What the exercise asks:
Your answer is one number: the count of lines below that hold the word "Output".

Data section:
+ + + + + + +

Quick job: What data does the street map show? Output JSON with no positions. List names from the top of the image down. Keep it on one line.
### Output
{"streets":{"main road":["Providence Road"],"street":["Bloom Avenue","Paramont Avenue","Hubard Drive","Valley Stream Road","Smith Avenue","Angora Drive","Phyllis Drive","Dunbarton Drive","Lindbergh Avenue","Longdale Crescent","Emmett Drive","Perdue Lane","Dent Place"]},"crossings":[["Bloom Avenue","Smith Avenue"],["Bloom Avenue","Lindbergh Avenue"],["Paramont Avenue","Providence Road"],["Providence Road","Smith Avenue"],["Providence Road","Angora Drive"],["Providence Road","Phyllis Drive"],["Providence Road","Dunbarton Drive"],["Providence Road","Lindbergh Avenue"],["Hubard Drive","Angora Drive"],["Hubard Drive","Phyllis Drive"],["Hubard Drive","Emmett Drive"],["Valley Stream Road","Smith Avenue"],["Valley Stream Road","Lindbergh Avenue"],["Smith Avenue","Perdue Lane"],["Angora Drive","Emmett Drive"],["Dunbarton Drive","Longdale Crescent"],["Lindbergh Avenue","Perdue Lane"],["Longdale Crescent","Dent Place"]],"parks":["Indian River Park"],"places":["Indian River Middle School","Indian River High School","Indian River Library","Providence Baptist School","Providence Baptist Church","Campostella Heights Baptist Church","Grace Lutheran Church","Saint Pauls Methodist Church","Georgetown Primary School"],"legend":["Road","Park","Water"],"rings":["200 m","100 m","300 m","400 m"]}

+ + + + + + +

Solved problem:
2